Click on the image for a gallery of high-res images of the clean diesel Mercedes-Benz E320 Bluetec.

Petrol is expensive in Europe and has been for a long time which goes a long way to explaining the popularity of fuel-efficient diesel passenger vehicles on the other side of the pond. Diesels account for over half of all vehicle sales in Europe compared to less than five percent in the U.S., or Australia for that matter. Diesel technology has progressed greatly though since the 1970's when many U.S. states banned them from the roads. And they're about to return.
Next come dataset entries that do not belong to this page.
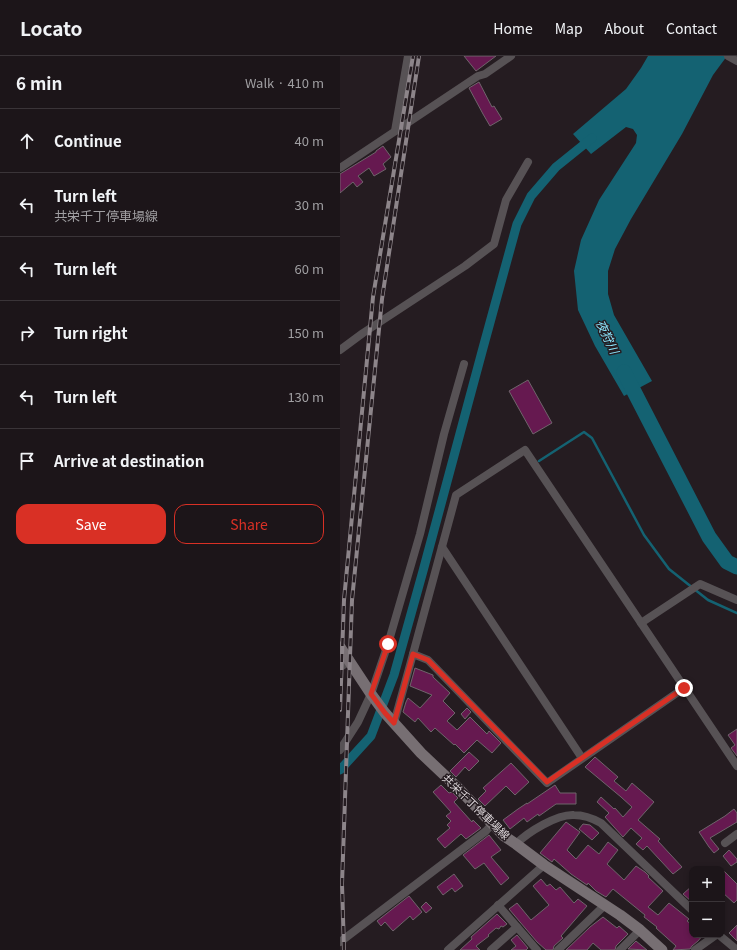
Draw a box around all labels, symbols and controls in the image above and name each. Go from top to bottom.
text: Locato [20,14,82,41]
text: Home [493,18,533,38]
text: Map [555,18,583,38]
text: About [605,18,644,38]
text: Contact [666,18,717,38]
text: 6 min [16,70,62,95]
text: Walk · 410 m [245,73,324,92]
icon: ahead [16,130,38,152]
text: Continue [54,130,122,151]
text: 40 m [295,131,324,150]
text: Turn left [54,185,117,206]
icon: left [16,194,38,216]
text: 30 m [295,195,324,214]
text: 共栄千丁停車場線 [54,206,158,225]
icon: left [16,258,38,280]
text: Turn left [54,258,117,279]
text: 60 m [295,259,324,278]
water label: 夜狩川 [593,316,625,358]
icon: right [16,322,38,344]
text: Turn right [54,322,128,343]
text: 150 m [287,323,324,342]
icon: left [16,386,38,408]
text: Turn left [54,386,117,407]
text: 130 m [287,387,324,406]
icon: arrive [16,450,38,472]
text: Arrive at destination [54,450,204,471]
button: Save [16,504,166,544]
button: Share [174,504,324,544]
route start [379,635,397,653]
route end [675,679,693,697]
street label: 共栄千丁停車場線 [439,770,514,843]
map controls [689,866,725,938]
button: + [689,866,725,902]
button: − [689,902,725,938]

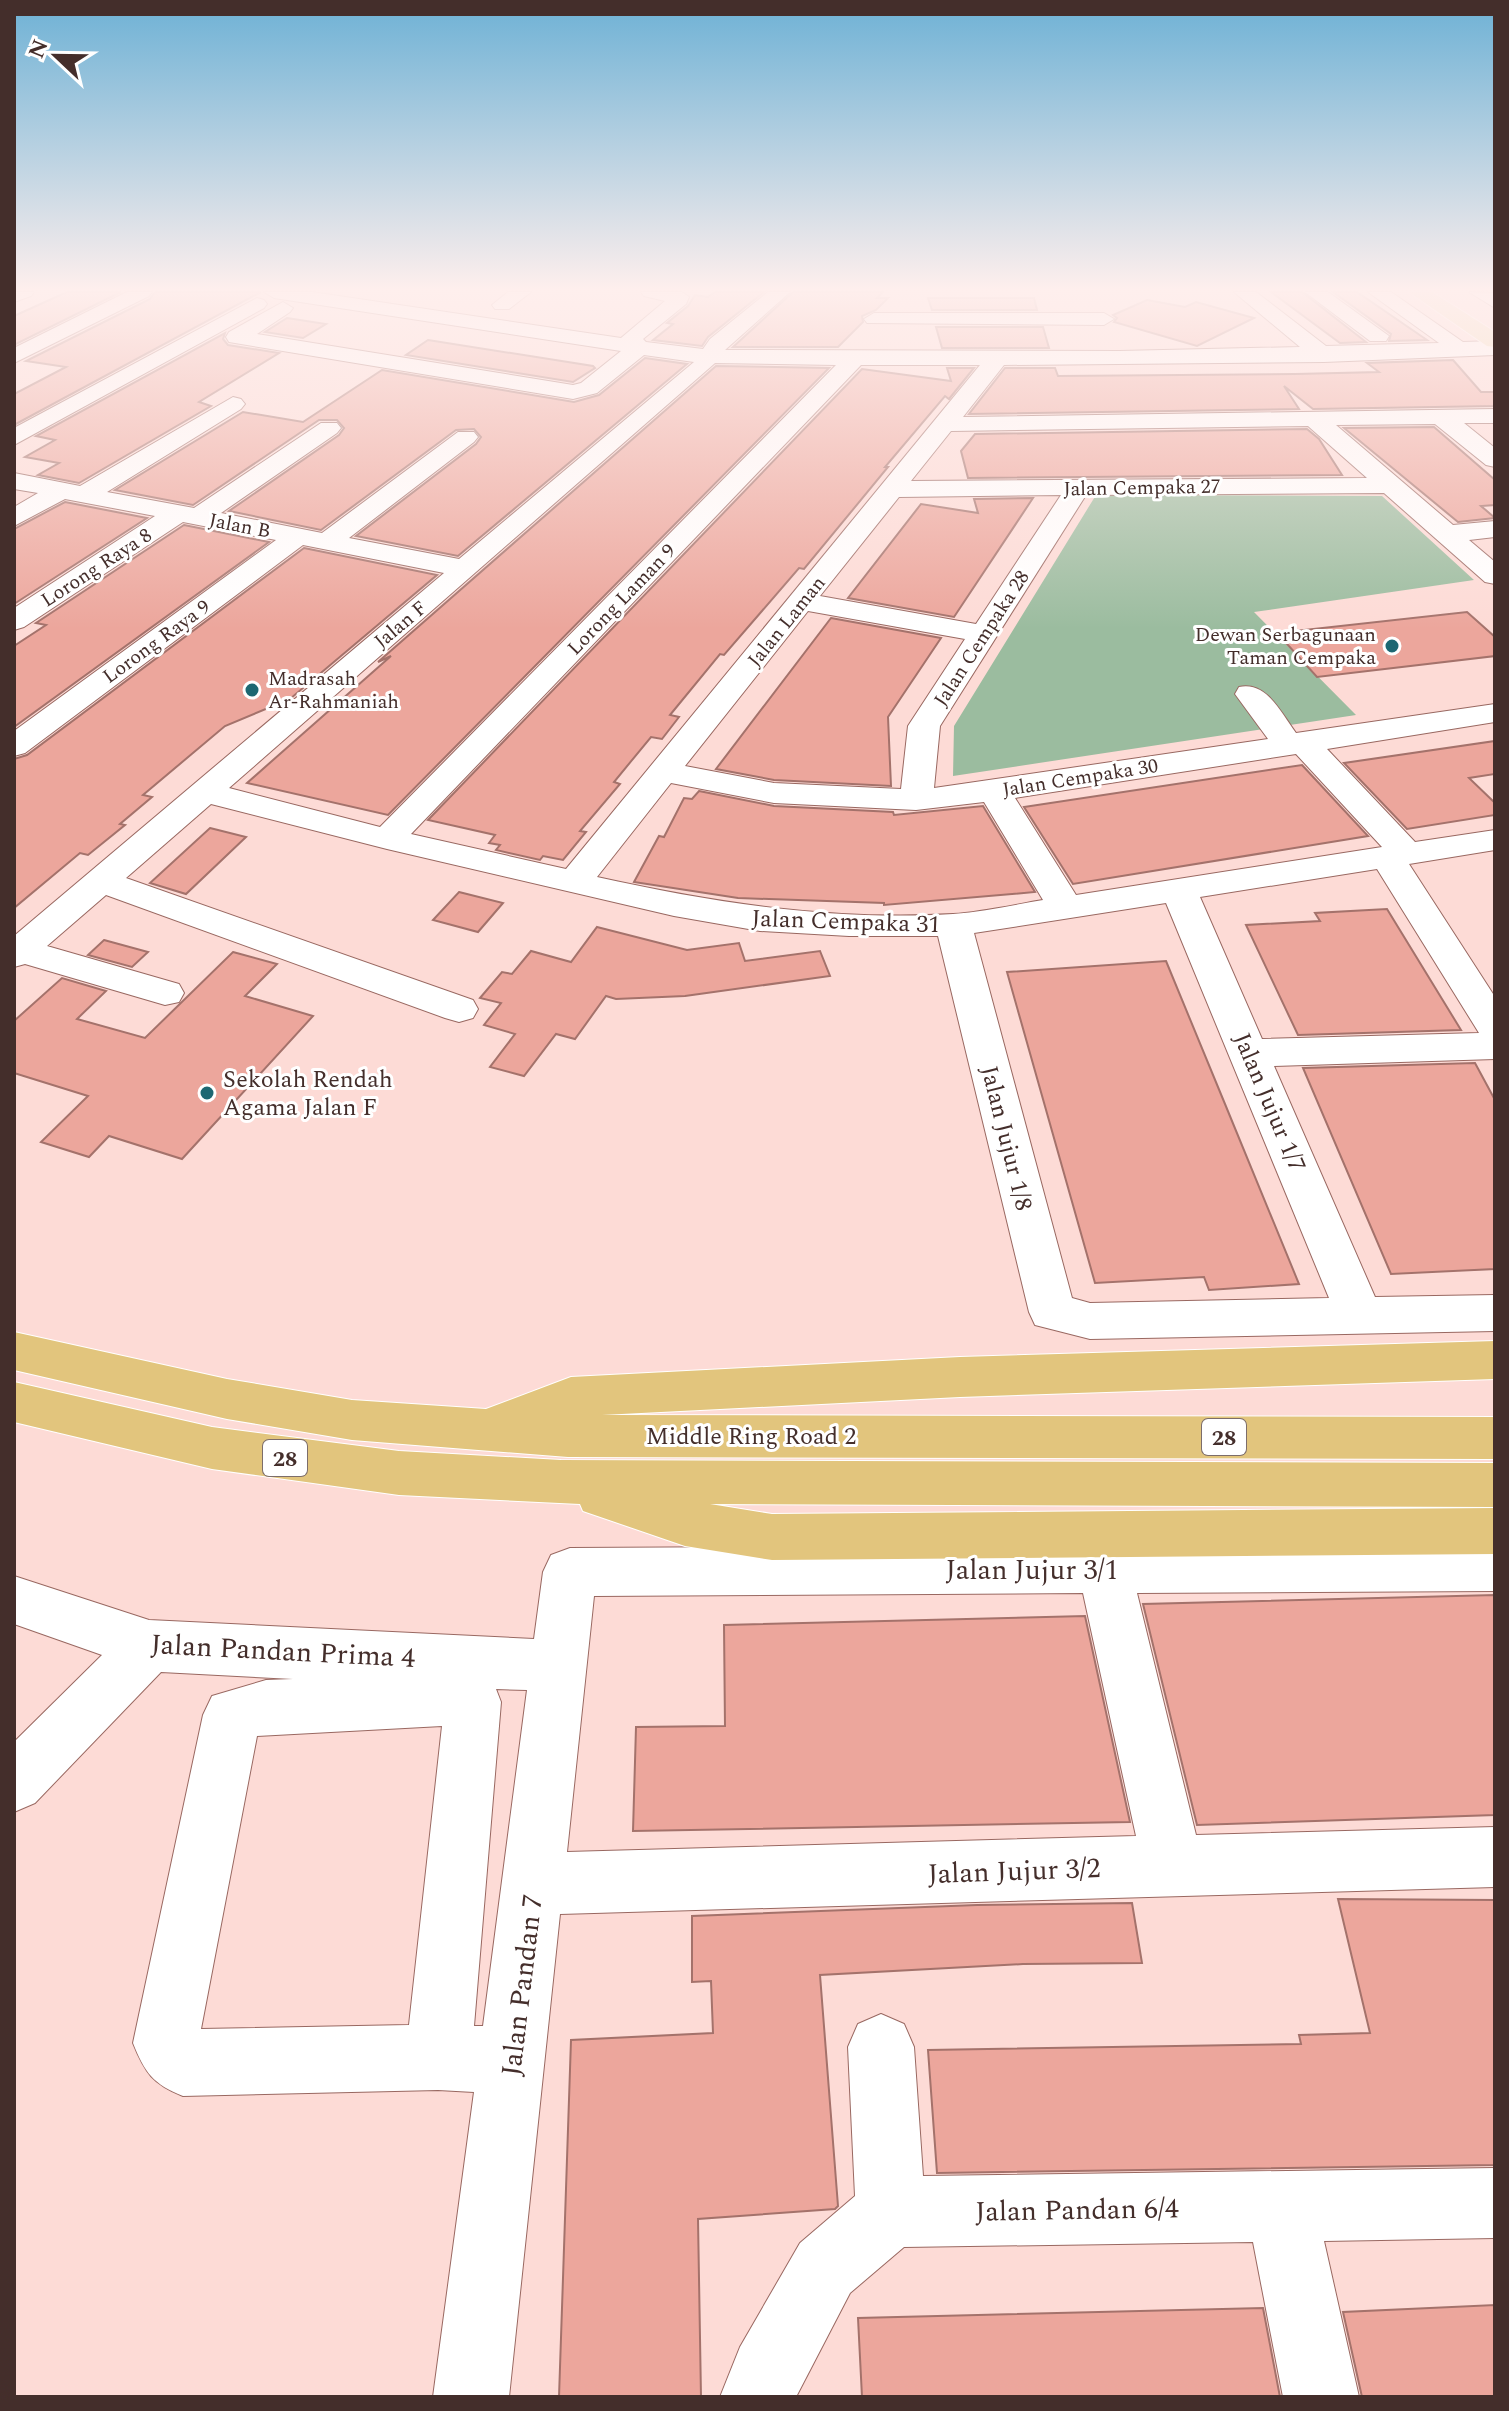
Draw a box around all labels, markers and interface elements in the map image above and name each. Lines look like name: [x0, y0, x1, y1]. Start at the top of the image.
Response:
north arrow: [16, 16, 96, 96]
text: N: [20, 35, 58, 64]
street label: Jalan Cempaka 27: [1063, 472, 1221, 504]
street label: Jalan B: [206, 505, 273, 547]
street label: Lorong Raya 8: [35, 521, 158, 615]
street label: Lorong Laman 9: [560, 537, 683, 662]
street label: Jalan Cempaka 28: [926, 564, 1037, 713]
street label: Jalan Laman: [740, 569, 833, 674]
street label: Lorong Raya 9: [96, 592, 217, 691]
street label: Jalan F: [367, 594, 434, 656]
place label: Dewan Serbagunaan Taman Cempaka: [1195, 620, 1376, 673]
marker: Dewan Serbagunaan Taman Cempaka: [1383, 637, 1401, 655]
place label: Madrasah Ar-Rahmaniah: [268, 664, 399, 717]
marker: Madrasah Ar-Rahmaniah: [243, 681, 261, 699]
street label: Jalan Cempaka 30: [1000, 751, 1160, 805]
street label: Jalan Cempaka 31: [751, 901, 941, 943]
street label: Jalan Jujur 1/7: [1224, 1027, 1315, 1178]
place label: Sekolah Rendah Agama Jalan F: [223, 1062, 393, 1126]
street label: Jalan Jujur 1/8: [971, 1062, 1041, 1214]
marker: Sekolah Rendah Agama Jalan F: [198, 1084, 216, 1102]
street label: Middle Ring Road 2: [646, 1419, 856, 1455]
road number: 28: [1202, 1419, 1246, 1455]
road number: 28: [263, 1440, 307, 1476]
street label: Jalan Jujur 3/1: [946, 1549, 1118, 1592]
street label: Jalan Pandan Prima 4: [150, 1623, 416, 1680]
street label: Jalan Jujur 3/2: [927, 1847, 1101, 1896]
street label: Jalan Pandan 7: [490, 1892, 555, 2079]
street label: Jalan Pandan 6/4: [975, 2187, 1179, 2234]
These days modern, clean diesel engines include precise fuel injection, advanced engine management and particulate filters to reduce emissions. But even so, a big stumbling block to their re-introduction to the U.S. market has been the poor quality of the diesel fuel sold state-side. With the recent introduction of ultra low sulphur diesel though, those days are at an end and a wave of new clean diesel models will be coming to market during the 2007, 2008 and 2009 release seasons.

Hybrids have so far led the market in fuel-efficient new models but the premium for hybrid technology currently stands at around $4,000 over a conventional vehicle compared with just $2,000 for a diesel variant. And the 20 - 40 percent better fuel economy that diesels' enjoy over regular petrol vehicles could have a huge impact if they're embraced en-masse. The EPA has estimated a saving of 1.4 million barrels of oil per day in the U.S. if a third of the passenger vehicles on the road were oil burners - virtually the same amount being imported daily from Saudi Arabia.

Analysis: Expect consumer mind-share to shift slowly to encompass diesels as competition for hybrids, but by 2010 I think we'll see more diesel options available to consumers than hybrid options.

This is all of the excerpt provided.